As Kashmir boils, CM Mehbooba caught between politics and people
The spate of violence in Kashmir following the killing of Hizbul Mujahideen commander Burhan Wani last week has come at a time when the ruling Peoples Democratic Party (PDP) was desperately trying to rebuild its image “severely dented” by its alliance with the BJP.Burhan_wani_kashmir Updated: Jul 12, 2016 14:40 IST
The spate of violence in Kashmir following the killing of Hizbul Mujahideen commander Burhan Wani last week has come at a time when the ruling Peoples Democratic Party (PDP) was desperately trying to rebuild its image “severely dented” by its alliance with the BJP.
The volatile situation is certainly a worrying factor for Jammu and Kashmir chief minister Mehbooba Mufti who appeared to have regained some lost ground with her thumping victory in last month’s by-election from her late father Mufti Mohammad Sayeed’s Bijbehara constituency.
The fact that majority of civilian deaths in violent protests occurred in south Kashmir, a PDP strong-hold, is also a cause of concern for Mehbooba though her party colleagues hope that “as in the past this turbulent phase” would also be over soon.
“This is not a new phenomenon. Why do people conveniently forget 2008 and 2010 when violent protests resulted in the loss of hundreds of innocent lives?” asked senior PDP leader Mehboob Beg.
While more than 100 people were killed in stone-pelting protests in the summer of 2010, the two-month-long Amarnath land row in 2008 resulted in over a dozen of civilian deaths.
Political analysts are of the view that Mehbooba should try to assuage the “hurt” feelings of the people and the only way she could do it is to ensure that the agenda of alliance is implemented in letter and spirit.
“She should apologise to the people and also try to push her own agenda rather than that of the BJP,” said Prof Noor Ahmed Baba of Kashmir University. “The first and foremost is to initiate steps to withdraw AFSPA and start a dialogue process with Hurriyat and other separatist groups. Kashmir cannot be separated from its larger political context,” he said.
PDP leaders are visibly enraged over National Conference (NC) leader Omar Abdullah’s tweets on the prevailing situation. “As chief minister, was he in control in 2010?” asked Beg. “His failure to control the situation then prompted demands for his removal from within the Congress. He continues to be an immature politician.”
Abdullah, who led an NC-Congress coalition government from 2008 to 2014, had in a series of tweets asked Mehbooba to lead from the front and that she must accept the responsibility for letting things get to this point.

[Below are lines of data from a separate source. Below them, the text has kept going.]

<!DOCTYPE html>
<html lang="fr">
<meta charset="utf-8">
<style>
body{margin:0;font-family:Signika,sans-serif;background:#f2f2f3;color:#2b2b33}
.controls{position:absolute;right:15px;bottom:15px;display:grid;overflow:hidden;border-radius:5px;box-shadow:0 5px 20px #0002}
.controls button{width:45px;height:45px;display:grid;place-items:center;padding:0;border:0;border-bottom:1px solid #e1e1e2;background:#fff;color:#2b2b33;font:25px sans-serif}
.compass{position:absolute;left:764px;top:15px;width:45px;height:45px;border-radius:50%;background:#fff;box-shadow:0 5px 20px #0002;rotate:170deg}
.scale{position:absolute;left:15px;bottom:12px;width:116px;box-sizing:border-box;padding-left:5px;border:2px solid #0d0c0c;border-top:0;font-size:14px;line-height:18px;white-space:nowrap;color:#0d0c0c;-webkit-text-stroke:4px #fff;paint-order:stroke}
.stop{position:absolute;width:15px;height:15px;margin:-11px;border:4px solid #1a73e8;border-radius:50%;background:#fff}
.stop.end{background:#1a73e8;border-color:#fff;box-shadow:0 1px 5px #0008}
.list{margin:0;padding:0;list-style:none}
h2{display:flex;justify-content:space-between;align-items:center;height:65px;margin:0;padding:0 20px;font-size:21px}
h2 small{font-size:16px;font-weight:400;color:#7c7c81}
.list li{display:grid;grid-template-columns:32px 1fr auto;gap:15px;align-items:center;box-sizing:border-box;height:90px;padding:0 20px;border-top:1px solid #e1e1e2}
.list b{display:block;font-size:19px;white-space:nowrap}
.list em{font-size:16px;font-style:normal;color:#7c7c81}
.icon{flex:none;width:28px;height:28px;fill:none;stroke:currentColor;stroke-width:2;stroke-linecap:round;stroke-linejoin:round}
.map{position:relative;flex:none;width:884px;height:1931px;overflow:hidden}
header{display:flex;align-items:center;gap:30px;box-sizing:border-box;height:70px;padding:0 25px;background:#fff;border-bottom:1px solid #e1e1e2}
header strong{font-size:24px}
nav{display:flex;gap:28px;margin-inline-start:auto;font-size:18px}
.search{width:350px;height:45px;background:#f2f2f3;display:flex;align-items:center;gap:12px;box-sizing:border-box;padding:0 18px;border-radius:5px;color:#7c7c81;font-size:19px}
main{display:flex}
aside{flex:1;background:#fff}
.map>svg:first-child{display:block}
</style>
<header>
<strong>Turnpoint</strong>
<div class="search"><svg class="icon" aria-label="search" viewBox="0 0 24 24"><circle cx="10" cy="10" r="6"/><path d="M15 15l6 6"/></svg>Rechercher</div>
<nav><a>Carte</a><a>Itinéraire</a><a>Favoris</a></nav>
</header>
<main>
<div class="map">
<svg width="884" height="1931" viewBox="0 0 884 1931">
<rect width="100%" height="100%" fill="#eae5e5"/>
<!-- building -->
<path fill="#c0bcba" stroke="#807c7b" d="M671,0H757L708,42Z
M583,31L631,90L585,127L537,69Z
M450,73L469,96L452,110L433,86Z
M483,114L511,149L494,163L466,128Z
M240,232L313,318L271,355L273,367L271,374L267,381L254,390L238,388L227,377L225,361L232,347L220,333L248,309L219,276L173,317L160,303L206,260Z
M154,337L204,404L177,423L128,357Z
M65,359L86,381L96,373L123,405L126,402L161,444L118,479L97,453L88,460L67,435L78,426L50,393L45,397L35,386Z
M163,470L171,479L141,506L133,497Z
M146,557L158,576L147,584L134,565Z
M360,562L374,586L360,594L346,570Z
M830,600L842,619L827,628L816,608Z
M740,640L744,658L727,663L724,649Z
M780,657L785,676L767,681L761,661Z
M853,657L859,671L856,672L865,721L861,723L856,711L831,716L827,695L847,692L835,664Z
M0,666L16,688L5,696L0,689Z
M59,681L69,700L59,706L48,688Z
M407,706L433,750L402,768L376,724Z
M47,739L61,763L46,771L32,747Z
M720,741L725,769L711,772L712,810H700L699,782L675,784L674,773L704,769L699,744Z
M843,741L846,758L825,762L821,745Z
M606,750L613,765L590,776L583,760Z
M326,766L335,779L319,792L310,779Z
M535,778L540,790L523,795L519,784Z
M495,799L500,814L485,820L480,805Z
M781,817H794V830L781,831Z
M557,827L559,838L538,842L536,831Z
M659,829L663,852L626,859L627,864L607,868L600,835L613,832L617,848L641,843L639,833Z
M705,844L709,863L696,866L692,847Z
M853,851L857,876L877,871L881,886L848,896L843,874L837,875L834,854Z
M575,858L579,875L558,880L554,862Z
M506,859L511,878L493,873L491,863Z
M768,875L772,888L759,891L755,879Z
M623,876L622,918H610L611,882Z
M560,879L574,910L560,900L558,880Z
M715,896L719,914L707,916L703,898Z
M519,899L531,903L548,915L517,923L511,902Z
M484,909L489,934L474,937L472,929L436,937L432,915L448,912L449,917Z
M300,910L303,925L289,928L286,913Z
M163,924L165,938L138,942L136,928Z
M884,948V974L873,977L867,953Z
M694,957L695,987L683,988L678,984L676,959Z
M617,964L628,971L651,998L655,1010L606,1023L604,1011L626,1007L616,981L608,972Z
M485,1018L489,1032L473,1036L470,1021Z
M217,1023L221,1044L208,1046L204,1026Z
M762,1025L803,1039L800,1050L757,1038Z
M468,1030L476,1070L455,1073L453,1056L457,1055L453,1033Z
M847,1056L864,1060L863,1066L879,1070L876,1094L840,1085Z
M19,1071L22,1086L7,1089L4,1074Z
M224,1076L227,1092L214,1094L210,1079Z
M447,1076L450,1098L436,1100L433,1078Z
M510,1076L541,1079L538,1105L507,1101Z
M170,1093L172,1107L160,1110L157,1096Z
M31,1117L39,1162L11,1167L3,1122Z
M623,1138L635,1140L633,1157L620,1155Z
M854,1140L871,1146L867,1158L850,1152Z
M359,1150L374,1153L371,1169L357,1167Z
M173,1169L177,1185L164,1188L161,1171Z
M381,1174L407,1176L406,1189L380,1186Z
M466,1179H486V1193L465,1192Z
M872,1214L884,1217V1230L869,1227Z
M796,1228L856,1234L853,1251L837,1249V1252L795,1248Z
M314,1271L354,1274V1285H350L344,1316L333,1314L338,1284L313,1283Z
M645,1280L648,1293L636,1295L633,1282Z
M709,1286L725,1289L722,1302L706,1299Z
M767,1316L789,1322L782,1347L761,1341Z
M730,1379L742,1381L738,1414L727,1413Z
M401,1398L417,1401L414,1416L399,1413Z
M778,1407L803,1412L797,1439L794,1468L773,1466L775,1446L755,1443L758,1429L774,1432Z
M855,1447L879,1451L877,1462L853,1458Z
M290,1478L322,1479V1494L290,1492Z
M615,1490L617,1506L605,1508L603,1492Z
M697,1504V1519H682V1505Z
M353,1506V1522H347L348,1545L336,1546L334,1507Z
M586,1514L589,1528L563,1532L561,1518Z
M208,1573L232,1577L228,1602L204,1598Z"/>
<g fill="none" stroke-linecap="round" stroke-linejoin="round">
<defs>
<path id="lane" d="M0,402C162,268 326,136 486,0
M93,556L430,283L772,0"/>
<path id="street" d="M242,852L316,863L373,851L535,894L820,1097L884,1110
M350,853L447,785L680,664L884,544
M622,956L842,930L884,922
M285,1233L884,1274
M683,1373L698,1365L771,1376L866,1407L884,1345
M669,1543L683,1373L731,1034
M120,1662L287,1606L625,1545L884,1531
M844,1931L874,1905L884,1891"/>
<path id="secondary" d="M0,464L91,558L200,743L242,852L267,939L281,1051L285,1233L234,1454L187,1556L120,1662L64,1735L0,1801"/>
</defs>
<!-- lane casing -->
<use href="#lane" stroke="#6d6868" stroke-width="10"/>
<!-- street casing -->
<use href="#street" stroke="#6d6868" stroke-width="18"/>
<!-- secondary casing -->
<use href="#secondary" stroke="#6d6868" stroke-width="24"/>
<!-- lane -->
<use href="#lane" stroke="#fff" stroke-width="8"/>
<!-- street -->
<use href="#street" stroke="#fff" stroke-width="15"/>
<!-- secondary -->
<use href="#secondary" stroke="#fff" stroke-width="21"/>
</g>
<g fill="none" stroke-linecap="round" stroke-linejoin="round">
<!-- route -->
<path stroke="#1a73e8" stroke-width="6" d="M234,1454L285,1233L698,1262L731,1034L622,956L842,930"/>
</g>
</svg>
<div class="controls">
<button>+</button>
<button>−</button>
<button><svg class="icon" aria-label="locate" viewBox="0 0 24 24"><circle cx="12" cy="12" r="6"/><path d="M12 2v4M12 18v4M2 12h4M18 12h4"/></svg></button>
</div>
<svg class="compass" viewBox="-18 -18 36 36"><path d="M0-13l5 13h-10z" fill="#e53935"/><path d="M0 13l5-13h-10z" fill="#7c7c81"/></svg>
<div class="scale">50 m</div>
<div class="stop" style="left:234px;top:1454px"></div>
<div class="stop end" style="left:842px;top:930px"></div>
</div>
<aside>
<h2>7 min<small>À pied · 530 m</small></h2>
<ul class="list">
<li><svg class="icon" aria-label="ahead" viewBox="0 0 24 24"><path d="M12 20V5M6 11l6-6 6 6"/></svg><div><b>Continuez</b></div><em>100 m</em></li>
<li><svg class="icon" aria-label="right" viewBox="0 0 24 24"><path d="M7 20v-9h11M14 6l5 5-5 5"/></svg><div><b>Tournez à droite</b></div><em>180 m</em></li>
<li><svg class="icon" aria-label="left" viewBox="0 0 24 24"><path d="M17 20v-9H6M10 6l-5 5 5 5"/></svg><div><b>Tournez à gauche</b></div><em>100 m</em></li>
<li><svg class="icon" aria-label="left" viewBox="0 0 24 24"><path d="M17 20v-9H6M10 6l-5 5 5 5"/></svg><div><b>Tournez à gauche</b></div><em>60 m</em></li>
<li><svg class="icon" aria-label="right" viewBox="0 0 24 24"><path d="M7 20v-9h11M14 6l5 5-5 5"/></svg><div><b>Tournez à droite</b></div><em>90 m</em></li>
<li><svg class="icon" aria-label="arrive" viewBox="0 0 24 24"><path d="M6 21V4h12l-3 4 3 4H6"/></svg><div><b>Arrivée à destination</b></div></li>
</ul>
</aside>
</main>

But political analysts widely blame the PDP’s alliance with the BJP for the deteriorating situation and the increase in militancy-related incidents in Kashmir.

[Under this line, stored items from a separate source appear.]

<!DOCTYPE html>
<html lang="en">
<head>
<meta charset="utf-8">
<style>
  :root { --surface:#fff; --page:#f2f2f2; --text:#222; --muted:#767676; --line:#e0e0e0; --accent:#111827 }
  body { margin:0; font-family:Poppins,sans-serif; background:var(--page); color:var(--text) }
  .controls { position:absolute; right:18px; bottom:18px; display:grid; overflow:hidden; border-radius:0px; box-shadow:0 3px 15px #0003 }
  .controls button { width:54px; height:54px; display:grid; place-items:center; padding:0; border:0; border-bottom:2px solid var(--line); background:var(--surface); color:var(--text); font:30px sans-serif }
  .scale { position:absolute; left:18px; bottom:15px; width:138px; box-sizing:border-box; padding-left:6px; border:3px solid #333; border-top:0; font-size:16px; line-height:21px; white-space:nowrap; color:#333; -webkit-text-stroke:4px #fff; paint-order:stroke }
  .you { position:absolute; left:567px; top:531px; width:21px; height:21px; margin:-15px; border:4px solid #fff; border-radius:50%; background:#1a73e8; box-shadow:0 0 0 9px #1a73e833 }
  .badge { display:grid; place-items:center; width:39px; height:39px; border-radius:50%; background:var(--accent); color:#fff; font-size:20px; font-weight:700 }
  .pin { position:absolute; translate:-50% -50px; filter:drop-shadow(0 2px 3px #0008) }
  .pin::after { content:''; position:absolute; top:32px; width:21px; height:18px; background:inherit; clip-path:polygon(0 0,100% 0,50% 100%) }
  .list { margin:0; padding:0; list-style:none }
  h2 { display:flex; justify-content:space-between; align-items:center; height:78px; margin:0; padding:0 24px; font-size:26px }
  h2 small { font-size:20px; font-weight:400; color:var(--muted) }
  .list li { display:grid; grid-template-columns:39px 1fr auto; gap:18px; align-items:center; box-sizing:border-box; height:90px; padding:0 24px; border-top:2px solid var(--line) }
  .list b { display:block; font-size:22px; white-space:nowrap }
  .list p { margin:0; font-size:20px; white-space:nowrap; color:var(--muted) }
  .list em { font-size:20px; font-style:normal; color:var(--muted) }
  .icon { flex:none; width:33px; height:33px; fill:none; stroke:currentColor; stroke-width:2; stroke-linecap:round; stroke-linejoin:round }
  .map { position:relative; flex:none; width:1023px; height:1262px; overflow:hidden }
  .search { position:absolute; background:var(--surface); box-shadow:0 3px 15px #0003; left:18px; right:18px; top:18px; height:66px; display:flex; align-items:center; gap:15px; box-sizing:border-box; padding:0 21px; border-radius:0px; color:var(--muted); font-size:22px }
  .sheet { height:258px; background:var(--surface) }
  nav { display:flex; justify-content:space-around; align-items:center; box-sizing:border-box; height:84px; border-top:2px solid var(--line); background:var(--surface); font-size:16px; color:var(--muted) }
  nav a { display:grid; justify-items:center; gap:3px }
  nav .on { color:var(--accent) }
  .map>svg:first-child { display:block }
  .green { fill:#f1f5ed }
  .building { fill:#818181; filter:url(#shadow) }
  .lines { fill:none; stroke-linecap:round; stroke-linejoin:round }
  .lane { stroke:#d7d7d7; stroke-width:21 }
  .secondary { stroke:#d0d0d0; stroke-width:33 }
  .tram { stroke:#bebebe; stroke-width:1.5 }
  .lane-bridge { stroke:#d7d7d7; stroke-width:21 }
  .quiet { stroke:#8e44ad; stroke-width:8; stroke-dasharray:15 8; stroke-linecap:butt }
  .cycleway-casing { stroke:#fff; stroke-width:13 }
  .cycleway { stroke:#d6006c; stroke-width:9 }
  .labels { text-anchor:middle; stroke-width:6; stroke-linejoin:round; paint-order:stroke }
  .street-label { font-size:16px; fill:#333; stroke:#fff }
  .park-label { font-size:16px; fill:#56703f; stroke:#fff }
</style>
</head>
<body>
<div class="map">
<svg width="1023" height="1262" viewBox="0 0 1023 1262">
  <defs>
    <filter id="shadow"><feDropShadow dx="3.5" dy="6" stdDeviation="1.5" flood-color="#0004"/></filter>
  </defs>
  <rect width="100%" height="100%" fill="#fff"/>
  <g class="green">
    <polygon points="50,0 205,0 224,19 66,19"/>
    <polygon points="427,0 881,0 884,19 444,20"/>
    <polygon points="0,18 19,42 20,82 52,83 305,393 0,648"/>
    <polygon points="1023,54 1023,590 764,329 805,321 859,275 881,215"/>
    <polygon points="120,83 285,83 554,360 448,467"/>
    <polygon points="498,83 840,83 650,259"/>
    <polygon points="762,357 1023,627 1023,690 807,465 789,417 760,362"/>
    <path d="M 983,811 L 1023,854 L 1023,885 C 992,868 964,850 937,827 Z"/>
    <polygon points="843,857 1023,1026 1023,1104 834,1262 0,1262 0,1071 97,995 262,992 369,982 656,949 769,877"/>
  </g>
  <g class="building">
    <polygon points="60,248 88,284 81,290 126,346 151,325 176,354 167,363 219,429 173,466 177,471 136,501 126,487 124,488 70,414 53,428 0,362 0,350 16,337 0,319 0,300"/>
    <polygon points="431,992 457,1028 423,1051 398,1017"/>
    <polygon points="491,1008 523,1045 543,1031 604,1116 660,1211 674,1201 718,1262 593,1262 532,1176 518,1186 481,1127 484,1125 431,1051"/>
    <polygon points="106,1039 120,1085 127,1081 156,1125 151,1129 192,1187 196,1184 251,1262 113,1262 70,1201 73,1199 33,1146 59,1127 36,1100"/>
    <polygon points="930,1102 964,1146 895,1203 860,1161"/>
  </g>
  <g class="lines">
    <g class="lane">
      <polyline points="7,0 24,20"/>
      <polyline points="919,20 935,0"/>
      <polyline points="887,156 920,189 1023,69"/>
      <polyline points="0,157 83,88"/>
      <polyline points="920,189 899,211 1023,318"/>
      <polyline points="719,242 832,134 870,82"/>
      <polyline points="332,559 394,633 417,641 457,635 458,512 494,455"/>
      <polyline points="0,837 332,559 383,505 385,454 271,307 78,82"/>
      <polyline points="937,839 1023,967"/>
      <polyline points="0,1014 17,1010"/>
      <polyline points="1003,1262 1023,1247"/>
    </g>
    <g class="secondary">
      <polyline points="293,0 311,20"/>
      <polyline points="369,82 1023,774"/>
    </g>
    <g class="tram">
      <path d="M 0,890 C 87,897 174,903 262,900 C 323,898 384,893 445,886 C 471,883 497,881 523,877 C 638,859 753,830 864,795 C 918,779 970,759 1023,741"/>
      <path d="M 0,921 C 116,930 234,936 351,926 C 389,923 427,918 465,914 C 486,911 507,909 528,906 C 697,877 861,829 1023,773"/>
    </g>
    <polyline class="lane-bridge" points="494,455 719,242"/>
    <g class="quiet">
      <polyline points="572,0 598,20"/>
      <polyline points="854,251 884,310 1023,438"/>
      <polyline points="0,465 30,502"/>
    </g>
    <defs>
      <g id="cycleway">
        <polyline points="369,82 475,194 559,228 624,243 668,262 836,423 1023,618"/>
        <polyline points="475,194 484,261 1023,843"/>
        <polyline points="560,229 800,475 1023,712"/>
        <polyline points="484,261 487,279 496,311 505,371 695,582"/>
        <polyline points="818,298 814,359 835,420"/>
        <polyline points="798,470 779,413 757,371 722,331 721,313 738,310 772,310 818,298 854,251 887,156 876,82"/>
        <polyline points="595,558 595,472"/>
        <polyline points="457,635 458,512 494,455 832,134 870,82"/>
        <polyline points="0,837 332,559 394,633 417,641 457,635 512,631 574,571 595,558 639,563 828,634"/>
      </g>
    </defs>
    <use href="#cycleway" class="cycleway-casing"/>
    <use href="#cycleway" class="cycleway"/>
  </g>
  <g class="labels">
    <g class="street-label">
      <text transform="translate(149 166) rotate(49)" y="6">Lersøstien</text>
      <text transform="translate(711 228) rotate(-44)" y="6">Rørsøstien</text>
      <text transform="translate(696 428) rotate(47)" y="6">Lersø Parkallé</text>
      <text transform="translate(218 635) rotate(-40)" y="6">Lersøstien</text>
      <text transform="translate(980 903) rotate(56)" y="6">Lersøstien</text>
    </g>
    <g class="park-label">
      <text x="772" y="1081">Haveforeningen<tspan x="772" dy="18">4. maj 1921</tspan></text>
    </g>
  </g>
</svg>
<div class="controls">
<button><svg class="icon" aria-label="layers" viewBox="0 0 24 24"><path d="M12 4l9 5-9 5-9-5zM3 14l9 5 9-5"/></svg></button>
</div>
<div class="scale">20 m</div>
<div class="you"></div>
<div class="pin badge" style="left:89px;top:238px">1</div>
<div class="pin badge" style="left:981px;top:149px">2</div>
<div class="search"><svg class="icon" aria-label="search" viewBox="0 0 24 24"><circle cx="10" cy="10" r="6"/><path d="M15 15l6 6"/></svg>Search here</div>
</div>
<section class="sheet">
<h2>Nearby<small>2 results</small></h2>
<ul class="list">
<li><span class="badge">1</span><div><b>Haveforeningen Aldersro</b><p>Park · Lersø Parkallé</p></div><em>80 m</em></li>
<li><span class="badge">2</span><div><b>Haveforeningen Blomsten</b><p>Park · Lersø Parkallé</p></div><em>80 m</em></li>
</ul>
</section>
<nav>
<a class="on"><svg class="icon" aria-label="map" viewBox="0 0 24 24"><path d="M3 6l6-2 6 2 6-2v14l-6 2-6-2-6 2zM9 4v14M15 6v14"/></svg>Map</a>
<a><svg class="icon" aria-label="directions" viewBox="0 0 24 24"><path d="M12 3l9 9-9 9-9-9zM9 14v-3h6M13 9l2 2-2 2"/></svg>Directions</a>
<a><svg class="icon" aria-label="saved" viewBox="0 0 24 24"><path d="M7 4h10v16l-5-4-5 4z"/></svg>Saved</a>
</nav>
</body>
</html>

“BJP is not acceptable to people of Kashmir. This was evident from a huge anti-BJP sentiment in 2014 elections. Naturally, the alliance is highly unpopular,” Baba said.
“The BJP has a particular mindset in terms of Kashmir and that is reflected in terms of high number of casualties. BJP has always favoured tough security measures even at the cost of innocent civilians,” he said. In just three days, 31 people have died and the number is rising.”
Rebel PDP leader and Lok Sabha MP from Srinagar Tariq Hameed Karra was unsparing on the coalition government. “Its claims about zero tolerance, maximum restraint and standard operational procedures are mere hollow rhetoric pleasing to ears only,” he said. “It seems that systematic genocide by repressive and oppressive measures tailored by hawks both in J&K and Centre is being executed unabatedly.”
State Congress chief GA Mir alleged that the coalition government has “failed not only in controlling the protests but also in ensuring safety” of the people.
Baba agrees with NC and state Congress leaders that Mehbooba does not appear to be in control of the situation. “Had she been in control this would not have happened?” he said.
Under fire from her political opponents, Mehbooba has now asked her party ministers and legislators to reach out to the people and travel across the valley. “We are a political party. The reach out has to be there. It is a continuous process,” Beg said.
A number of PDP leaders privately admit that the leadership is worried about the political fallout of the situation. “Obviously, NC and Congress are the natural beneficiaries of the growing resentment against our party,” said a PDP leader. “It is reflected in the PDP’s reduced popularity in Kashmir.”
However, the PDP leaders are hopeful that the situation will soon return to normal. “As in the past, this turbulent phase will also come to an end,” Beg said.